A smart contract is essentially an agreement between two entities, such as IoT devices, that takes place when certain pre-conditions are met and will play a fundamental role in the automated authorisation of transactions based on IoT data and a single version of the truth across participants.
For example, if all IoT devices had smart contracts with the device makers, it could be used to update the device software automatically as soon as it became available. You would also know that the update was coming from a trusted source and not from some person or something posing as your device maker.
Smart contracts can also be used in supply chains underpinned by IoT technology. For example, perishable goods are typically subjected to varying environmental conditions as they pass through transportation and warehousing networks. By combining IoT and blockchain, location, time and temperature data, for example, can be collected and incorporated into the blockchain to create an immutable history of the product as it passes through the supply chain. IoT sensors can also be placed in trucks to record key events on a blockchain to help manage fleet whereabouts and returns and to support more meaningful billing practices.
Blockchain can also help with user authentication in smart homes or cities for validation onto IoT devices. By creating immutable records of the people in your home or city using a blockchain, you would have a single record to track authenticated users. This means there would be no need to manually provide access to each person every time you add a new device.
By using connected sensors, lights, and meters, for example, data can be easily collected and analysed ensuring round-the-clock functionality. Blockchain, once again, provides the perfect foundation for smart city IoT devices such as air, light, noise and quality sensors, ensuring the security, efficiency, and validity of data.
A strong future together
IoT is thriving, gearing up for explosive growth in the coming years. By the end of this year, there will be 13.8 billion connected IoT devices worldwide—a number that’s expected to almost triple by the end of 2025. At the same time, the adoption of blockchain technology is also on the rise, with 84% of major businesses already actively involved, according to PwC. This trend is partly fuelled by the growing number of blockchain IoT use cases from manufacturing to retail, supply chain to mobility.

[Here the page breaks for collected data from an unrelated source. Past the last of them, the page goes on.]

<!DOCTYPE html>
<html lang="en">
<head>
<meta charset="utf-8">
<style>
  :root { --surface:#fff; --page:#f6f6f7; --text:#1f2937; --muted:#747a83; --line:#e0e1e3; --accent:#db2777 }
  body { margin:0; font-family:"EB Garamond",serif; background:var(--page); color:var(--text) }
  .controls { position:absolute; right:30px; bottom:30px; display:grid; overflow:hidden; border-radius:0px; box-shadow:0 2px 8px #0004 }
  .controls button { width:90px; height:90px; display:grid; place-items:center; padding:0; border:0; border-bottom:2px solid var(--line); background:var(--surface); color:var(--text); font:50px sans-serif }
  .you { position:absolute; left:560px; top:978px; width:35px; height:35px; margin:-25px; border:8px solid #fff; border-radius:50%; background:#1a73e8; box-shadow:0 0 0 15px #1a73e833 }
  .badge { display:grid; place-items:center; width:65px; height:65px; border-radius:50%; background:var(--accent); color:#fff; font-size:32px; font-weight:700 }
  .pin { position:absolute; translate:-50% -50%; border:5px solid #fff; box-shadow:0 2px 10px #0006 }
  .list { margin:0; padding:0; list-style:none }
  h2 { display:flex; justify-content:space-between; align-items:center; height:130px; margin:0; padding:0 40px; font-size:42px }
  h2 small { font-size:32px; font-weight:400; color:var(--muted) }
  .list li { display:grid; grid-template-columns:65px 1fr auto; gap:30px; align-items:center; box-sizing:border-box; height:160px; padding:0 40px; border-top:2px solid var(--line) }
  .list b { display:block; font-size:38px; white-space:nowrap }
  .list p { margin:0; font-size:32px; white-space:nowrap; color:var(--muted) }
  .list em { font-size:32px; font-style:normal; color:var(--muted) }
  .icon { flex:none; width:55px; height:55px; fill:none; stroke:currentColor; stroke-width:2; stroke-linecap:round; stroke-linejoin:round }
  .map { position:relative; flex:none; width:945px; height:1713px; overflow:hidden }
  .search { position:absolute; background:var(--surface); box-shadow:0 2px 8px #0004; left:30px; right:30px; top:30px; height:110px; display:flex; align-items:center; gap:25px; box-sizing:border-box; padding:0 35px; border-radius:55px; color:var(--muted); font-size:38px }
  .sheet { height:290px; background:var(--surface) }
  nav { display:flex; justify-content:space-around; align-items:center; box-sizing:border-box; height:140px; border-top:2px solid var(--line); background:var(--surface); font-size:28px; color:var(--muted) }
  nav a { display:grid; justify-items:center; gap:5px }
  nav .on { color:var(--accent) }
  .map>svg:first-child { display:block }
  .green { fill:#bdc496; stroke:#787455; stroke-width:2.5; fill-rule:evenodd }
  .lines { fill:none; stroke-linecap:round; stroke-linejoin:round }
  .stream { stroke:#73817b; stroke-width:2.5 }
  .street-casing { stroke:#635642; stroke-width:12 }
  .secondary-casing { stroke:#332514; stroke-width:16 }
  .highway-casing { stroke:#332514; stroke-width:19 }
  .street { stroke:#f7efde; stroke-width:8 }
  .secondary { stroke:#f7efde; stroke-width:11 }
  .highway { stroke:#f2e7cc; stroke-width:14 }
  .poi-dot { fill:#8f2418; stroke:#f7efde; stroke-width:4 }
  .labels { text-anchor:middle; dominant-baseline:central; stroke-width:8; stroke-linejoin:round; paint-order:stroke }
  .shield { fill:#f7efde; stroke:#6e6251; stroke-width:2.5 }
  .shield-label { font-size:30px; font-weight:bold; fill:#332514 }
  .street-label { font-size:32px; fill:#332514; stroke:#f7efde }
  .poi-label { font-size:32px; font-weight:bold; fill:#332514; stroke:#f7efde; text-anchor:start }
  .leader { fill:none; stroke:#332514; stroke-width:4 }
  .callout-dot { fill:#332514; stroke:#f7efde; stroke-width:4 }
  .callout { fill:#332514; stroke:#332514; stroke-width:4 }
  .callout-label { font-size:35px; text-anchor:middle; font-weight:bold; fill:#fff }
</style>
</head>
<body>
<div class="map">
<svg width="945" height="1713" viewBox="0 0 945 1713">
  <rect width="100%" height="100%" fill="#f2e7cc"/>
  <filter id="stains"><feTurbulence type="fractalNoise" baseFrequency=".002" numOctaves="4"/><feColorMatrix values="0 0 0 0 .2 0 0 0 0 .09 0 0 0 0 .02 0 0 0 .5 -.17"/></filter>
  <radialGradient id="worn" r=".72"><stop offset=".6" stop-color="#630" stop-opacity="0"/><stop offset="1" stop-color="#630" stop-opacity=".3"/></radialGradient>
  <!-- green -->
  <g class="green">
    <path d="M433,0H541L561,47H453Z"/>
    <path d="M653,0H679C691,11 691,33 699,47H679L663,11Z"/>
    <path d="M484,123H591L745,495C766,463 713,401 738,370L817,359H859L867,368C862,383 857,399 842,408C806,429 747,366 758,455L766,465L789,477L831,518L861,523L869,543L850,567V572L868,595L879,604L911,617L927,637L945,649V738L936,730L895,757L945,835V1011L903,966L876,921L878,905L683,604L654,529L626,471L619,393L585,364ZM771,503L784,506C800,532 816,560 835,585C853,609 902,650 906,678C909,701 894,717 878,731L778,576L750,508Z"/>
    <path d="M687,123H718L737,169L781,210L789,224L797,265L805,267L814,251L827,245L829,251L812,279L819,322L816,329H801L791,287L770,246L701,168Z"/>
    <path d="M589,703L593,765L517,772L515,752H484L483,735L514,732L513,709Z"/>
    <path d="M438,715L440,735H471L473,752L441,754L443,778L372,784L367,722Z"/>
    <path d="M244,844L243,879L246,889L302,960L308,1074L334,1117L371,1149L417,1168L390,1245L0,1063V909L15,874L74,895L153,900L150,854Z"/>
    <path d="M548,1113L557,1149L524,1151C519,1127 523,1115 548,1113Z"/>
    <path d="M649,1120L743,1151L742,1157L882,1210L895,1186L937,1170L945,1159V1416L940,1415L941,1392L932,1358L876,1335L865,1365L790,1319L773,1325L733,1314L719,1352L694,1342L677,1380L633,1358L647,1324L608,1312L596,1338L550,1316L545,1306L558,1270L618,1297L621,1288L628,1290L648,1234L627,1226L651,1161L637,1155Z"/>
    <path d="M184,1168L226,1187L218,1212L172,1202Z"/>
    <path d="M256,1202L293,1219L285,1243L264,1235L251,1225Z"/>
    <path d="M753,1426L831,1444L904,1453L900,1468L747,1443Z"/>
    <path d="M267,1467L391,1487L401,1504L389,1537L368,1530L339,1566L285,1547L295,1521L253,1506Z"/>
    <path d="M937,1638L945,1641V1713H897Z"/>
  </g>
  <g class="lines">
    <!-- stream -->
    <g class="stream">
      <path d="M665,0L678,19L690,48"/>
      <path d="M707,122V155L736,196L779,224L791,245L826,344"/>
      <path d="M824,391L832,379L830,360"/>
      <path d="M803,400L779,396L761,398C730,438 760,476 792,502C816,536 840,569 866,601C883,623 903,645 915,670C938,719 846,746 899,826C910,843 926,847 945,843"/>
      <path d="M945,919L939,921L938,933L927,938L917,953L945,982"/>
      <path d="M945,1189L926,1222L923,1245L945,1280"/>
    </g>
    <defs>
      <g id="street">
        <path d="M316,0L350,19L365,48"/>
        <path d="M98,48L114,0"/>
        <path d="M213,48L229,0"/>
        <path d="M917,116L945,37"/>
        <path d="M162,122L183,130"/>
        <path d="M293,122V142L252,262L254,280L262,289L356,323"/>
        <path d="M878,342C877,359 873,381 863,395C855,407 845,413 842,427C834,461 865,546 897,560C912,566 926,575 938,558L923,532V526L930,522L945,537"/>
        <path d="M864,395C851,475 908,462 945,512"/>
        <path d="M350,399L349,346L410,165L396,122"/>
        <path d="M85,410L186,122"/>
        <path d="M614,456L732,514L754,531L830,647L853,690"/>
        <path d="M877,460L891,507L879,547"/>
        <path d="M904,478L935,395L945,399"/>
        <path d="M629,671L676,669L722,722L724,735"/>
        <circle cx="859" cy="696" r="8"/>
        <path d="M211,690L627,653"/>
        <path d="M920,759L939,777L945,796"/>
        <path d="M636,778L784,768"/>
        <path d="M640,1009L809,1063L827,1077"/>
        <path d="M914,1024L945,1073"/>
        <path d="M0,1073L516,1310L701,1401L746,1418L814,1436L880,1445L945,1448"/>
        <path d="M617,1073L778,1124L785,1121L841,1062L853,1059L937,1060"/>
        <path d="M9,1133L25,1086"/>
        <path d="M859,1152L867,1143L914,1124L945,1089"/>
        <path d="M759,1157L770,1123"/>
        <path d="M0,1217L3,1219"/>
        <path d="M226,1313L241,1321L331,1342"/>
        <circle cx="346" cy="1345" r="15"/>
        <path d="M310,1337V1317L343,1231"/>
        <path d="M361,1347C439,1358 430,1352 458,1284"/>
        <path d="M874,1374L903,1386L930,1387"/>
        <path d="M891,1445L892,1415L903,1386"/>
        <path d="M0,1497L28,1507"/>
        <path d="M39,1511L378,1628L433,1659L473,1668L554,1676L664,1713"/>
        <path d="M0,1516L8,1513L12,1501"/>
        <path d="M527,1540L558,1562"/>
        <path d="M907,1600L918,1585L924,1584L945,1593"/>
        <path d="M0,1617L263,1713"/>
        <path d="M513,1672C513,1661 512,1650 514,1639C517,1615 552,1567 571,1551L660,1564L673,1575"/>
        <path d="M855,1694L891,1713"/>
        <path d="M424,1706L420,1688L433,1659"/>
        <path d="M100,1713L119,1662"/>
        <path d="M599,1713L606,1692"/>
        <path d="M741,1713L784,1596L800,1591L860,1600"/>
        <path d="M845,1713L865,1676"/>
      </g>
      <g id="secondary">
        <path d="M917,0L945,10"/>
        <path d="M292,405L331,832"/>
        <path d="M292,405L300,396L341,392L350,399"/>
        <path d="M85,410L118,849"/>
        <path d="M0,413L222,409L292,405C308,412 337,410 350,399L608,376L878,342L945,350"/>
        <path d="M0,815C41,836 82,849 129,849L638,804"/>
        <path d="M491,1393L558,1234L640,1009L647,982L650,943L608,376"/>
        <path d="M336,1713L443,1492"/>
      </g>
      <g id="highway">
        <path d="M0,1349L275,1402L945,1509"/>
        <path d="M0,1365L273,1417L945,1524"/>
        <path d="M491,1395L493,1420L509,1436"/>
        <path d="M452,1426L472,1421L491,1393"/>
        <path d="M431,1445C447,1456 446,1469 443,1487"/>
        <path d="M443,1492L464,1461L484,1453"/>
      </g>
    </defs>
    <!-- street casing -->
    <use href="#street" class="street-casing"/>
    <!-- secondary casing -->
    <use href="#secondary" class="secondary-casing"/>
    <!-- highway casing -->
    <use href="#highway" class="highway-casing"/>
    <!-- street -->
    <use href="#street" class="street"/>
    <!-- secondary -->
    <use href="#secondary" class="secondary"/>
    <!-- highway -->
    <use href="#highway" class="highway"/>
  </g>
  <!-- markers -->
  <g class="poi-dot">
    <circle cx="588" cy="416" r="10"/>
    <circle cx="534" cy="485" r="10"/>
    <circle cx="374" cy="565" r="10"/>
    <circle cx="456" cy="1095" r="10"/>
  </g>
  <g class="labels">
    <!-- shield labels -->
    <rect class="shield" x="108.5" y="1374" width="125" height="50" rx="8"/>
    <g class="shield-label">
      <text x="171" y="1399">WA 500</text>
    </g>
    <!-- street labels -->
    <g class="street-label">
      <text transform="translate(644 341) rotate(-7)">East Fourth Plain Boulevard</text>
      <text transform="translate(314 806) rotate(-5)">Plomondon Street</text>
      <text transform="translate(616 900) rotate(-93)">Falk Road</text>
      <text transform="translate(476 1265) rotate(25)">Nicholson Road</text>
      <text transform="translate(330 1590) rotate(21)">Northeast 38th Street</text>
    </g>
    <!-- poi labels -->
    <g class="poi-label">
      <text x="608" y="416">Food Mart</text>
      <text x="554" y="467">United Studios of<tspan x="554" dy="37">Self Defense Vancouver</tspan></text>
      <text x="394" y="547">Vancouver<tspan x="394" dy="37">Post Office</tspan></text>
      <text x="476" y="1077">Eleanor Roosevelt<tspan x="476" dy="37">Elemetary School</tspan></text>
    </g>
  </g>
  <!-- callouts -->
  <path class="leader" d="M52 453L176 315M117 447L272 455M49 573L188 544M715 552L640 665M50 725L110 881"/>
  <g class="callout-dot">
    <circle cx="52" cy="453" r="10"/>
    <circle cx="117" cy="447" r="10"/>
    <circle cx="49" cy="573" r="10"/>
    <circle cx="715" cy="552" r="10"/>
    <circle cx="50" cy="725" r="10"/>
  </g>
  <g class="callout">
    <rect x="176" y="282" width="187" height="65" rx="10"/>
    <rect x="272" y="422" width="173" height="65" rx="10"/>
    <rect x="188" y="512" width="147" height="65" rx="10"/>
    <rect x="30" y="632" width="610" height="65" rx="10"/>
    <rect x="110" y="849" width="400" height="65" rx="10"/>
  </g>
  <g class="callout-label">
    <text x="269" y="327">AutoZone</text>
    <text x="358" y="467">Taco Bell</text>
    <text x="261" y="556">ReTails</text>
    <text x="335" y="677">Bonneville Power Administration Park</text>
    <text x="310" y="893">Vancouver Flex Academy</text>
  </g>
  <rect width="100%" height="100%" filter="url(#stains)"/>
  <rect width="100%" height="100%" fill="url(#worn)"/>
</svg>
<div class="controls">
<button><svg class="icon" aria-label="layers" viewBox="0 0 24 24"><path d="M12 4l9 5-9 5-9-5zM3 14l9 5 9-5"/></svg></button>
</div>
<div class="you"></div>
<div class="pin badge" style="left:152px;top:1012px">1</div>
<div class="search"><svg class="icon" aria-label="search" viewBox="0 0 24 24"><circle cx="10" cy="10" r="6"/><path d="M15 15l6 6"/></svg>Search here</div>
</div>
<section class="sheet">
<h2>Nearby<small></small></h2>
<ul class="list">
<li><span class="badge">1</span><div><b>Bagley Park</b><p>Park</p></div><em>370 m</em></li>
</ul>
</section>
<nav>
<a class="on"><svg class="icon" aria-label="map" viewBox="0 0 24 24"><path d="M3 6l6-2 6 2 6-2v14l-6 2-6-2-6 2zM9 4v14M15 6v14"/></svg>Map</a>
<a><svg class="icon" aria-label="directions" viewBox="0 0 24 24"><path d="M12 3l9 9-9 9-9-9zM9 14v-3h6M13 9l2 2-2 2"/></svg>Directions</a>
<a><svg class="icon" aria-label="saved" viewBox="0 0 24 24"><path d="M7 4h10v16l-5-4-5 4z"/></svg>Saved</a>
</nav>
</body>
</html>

While public blockchain platforms drive most of the news headlines, largely around cryptocurrency activity, private blockchains look set to become the main contributor to blockchain market growth and will no doubt retain the largest market size in 2021, according to Gartner. Private blockchains provide more opportunities to utilise the technology for IoT use cases and deliver higher efficiency, privacy, reliability, and transparency. Large enterprise IoT blockchain solutions will be custom developed according to business needs, while SMEs will take advantage of cost-effective pre-packaged solutions. Gartner forecasts that the business value generated by blockchain will reach $176 billion by 2025 and $3.1 trillion by 2030.